1Laboratory for Atmospheric and Space Physics, University of Colorado, Boulder, CO 80303, USA,
E-mail: baker@lynx.colorado.edu
2NASA Headquarters, Washington, DC 20546

ABSTRACT

The InterAgency Solar-Terrestrial Physics (IASTP) Program developed out of an international need to obtain a comprehensive, global understanding of the generation and transfer of energy from the Sun to the near-Earth space and atmospheric environment. The goal was (and is) to establish cause-and-effect relationships between key regions (and processes) within the solar-terrestrial system. The program is coordinated by the Inter-Agency Consultative Group (IACG) consisting of the heads of the U.S., European, Japanese, and Russian space agencies. This paper presents the IASTP program from the American viewpoint. It briefly discusses the program evolution and several of the key milestones. It describes the program as it now is, including scientific goals and mission objectives, program elements, and examples of science achievements to date. Emphasis is placed on the Global Geospace Science (GGS) portion of the overall program.

INTRODUCTION

Exploration of the Earth's space environment has revealed a dynamic and complex system of interacting plasmas, magnetic fields, and electrical currents. This region, formed by solar wind plasma impacting the magnetized Earth is called "geospace." Plasma physics determines the behavior of matter in geospace on spatial and temporal scales and particle densities vastly different from those that can be duplicated in Earth-based laboratories. Geospace thus affords a unique and readily accessible laboratory for investigation of natural plasma processes that are important both for astrophysics and for laboratory plasma physics. Through these plasma processes, energy expelled by the Sun is fed into the Earth's environment, constituting a small but highly significant part of the total atmospheric energy budget. The study of these processes, ranging from the Sun to the Earth, is the concern of solar-terrestrial physics.

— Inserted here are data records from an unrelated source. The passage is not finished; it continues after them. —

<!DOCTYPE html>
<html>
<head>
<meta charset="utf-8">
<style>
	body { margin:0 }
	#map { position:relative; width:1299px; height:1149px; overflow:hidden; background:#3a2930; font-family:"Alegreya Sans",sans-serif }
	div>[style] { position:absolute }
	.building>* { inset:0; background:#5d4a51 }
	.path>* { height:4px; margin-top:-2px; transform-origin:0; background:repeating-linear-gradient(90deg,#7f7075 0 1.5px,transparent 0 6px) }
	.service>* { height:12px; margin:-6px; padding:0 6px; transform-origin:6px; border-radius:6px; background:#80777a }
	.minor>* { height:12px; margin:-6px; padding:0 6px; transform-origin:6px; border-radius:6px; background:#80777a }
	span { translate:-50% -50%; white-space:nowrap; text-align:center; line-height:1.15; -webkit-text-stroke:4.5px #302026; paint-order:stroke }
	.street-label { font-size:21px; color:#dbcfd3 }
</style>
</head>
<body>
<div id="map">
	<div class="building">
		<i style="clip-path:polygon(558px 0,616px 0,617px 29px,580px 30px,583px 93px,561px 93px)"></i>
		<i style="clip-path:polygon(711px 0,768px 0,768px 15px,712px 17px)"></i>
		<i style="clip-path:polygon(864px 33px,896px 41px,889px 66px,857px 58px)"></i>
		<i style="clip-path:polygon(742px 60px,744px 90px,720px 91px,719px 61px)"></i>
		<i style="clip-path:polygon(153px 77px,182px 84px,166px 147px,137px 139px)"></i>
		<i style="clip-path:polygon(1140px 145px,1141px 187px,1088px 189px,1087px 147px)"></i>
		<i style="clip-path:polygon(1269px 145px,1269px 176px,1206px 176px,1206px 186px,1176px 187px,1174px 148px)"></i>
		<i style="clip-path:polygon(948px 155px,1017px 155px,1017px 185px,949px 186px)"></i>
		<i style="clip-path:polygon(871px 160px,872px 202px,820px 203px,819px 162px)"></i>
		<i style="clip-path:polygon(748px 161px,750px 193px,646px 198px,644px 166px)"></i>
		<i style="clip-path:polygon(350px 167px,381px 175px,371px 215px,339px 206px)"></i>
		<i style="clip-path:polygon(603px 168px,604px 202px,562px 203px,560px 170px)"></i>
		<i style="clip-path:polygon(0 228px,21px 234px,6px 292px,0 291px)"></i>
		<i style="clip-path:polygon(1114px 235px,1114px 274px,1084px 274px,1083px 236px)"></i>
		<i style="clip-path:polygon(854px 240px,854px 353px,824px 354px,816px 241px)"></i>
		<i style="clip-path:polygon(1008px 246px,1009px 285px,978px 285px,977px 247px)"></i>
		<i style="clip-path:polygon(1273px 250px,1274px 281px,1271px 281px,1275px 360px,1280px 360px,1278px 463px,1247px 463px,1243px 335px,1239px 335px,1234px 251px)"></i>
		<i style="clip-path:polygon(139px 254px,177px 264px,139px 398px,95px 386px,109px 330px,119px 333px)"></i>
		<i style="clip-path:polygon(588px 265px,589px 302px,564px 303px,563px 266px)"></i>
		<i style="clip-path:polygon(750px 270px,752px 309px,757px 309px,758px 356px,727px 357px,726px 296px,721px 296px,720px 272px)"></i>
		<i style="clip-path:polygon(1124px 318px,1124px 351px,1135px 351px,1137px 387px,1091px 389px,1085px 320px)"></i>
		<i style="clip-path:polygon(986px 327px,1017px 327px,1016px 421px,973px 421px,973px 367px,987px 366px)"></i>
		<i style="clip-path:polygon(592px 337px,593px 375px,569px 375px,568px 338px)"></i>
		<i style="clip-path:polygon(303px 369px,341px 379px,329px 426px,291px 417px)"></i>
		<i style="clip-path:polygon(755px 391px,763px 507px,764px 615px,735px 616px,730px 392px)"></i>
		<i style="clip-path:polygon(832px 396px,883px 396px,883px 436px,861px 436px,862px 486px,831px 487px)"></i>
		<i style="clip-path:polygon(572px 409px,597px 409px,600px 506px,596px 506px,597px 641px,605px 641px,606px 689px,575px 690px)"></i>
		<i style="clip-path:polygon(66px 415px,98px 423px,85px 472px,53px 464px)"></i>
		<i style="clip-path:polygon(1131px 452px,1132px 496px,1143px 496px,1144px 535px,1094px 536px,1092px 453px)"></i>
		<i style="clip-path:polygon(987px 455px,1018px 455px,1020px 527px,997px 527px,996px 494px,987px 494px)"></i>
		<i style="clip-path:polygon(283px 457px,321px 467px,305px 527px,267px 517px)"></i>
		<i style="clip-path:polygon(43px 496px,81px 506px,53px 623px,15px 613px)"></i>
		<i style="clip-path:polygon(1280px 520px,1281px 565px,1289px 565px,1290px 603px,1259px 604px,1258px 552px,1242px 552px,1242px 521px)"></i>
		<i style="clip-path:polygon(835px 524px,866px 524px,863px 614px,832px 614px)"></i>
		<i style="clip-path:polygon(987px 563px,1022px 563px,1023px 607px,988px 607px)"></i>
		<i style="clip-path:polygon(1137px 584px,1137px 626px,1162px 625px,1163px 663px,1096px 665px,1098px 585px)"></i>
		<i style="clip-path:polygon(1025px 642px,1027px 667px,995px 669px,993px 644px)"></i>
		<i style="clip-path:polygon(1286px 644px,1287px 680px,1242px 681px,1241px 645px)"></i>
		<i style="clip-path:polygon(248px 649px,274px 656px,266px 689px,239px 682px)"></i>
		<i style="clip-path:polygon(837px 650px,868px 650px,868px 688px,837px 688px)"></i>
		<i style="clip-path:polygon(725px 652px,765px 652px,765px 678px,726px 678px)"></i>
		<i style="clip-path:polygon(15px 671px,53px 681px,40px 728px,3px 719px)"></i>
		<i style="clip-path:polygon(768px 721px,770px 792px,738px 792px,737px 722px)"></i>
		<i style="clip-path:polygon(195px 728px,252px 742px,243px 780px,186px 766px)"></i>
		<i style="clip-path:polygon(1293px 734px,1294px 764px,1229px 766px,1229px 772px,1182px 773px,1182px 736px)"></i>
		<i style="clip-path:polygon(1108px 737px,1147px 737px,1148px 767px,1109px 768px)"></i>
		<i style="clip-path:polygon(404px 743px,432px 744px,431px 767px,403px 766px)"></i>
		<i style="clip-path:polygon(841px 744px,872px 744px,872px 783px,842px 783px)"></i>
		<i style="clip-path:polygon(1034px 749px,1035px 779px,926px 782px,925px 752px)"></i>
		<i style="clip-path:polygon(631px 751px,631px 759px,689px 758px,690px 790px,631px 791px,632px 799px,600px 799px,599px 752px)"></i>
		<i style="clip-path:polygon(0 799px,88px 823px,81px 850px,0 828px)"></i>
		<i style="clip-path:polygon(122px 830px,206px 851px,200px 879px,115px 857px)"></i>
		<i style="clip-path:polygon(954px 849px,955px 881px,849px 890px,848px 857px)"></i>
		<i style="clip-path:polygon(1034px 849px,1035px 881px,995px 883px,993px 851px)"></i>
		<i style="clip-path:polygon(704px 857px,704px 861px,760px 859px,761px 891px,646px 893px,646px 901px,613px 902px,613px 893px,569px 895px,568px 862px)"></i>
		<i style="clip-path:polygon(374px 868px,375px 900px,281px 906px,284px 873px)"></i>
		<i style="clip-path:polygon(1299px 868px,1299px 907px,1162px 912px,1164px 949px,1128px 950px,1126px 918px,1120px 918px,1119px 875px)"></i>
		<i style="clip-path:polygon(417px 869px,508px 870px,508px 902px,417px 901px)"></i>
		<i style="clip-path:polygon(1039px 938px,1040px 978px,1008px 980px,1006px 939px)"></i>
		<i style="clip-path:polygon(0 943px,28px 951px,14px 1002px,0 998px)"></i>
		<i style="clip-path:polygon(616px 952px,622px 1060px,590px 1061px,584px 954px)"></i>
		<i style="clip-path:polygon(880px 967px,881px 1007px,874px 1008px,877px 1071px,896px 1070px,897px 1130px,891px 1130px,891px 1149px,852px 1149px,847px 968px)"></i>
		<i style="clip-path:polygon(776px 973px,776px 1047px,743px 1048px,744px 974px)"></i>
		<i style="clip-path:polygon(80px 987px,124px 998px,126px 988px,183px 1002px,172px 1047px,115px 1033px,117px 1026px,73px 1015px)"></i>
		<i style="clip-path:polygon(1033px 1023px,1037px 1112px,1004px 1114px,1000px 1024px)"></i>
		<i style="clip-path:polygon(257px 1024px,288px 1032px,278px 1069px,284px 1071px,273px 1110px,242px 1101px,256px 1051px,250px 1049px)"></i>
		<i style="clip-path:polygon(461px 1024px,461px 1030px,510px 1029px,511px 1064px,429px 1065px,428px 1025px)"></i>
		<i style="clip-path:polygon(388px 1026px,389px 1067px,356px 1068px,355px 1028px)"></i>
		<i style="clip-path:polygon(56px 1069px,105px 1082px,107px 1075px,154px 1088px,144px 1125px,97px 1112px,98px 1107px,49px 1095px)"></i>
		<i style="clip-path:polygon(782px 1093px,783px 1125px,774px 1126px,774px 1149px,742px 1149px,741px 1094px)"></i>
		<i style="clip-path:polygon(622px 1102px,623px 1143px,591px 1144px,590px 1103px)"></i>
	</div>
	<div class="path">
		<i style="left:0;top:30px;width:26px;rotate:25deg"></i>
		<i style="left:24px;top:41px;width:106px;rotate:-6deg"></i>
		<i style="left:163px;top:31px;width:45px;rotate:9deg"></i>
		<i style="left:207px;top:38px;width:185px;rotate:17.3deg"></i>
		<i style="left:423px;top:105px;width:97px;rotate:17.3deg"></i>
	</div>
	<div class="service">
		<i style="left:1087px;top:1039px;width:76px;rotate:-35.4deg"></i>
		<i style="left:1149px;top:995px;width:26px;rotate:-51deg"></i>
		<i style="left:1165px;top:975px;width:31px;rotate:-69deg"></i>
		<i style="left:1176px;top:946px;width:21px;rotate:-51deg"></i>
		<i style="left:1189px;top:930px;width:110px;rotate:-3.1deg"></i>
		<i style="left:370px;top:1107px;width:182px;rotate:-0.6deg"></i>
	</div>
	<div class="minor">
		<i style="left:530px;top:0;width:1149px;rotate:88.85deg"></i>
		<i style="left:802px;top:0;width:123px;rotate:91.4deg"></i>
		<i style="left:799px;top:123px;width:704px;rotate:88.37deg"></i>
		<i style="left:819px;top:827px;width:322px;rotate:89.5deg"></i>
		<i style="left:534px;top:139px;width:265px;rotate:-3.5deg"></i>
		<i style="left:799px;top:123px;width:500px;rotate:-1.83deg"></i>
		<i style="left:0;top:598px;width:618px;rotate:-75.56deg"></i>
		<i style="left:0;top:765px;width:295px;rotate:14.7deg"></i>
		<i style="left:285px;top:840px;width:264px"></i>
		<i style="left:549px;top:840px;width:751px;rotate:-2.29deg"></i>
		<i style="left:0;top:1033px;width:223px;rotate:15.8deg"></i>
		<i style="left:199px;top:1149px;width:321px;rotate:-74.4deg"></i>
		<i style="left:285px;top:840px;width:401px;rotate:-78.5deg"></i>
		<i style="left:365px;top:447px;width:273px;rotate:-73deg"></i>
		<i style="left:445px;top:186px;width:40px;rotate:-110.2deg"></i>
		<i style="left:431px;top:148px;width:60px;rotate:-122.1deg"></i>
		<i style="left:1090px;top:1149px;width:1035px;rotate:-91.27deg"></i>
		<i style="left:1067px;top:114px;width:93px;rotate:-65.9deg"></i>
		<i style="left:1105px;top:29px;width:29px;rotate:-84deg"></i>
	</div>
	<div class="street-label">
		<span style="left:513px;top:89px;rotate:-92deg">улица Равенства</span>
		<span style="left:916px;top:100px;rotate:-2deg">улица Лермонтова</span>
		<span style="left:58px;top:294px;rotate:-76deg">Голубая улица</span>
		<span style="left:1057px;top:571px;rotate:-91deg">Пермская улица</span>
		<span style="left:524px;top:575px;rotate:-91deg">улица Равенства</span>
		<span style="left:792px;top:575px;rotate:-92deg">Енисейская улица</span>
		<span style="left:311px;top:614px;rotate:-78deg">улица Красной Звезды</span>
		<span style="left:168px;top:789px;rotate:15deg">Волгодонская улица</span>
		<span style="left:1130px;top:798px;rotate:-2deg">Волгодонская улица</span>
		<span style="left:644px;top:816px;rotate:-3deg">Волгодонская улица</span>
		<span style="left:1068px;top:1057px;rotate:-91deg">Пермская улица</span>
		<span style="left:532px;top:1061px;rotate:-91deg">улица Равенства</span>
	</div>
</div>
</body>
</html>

The near-Earth space environment has traditionally been explored and studied as a system of independent component parts -- the interplanetary region, the magnetosphere, the ionosphere, and the upper atmosphere. From such early explorations, it was known that geospace is a complex system composed of highly interactive parts. While previous programs advanced the understanding of these geospace components individually, an understanding of geospace as a whole required a planned program of simultaneous space and ground-based observations and theoretical studies keyed to a global assessment of the production, transfer, storage, and dissipation of energy throughout the solar-terrestrial system. Prior understanding of the various geospace components plus the availability of advanced instrumentation was hoped to allow, for the first time, the definition and planning of a comprehensive, quantitative study of the solar-terrestrial energy chain.

The Global Geospace Science (GGS) mission featured the terrestrial portion of the solar-terrestrial connection. It was a key element of the ESA/ISAS/NASA/IKI InterAgency Solar-Terrestrial Physics (IASTP) Program and consisted originally of four spacecraft supplied jointly by the United States and Japan, an international ground-based segment, and a coordinated theoretical effort aimed at developing realistic models of the geospace environment.

The purposes of GGS stated in the GGS Mission Science Plan (May 1984) were: 1) to trace the flow of matter and energy through the geospace system from input by the solar wind to ultimate deposition into the atmosphere; 2) to understand how the individual parts of the closely coupled, highly time-dependent geospace system work together; 3) to investigate the physical processes that control the origin, entry, transport, storage, energization and loss of plasma in the Earth's neighborhood; 4) to assess the importance to the terrestrial environment of variations in atmospheric energy deposition caused by geospace plasma processes; and 5) to provide input to other heliospheric and solar-terrestrial studies by observing the solar particles and fields output near the Earth's orbit.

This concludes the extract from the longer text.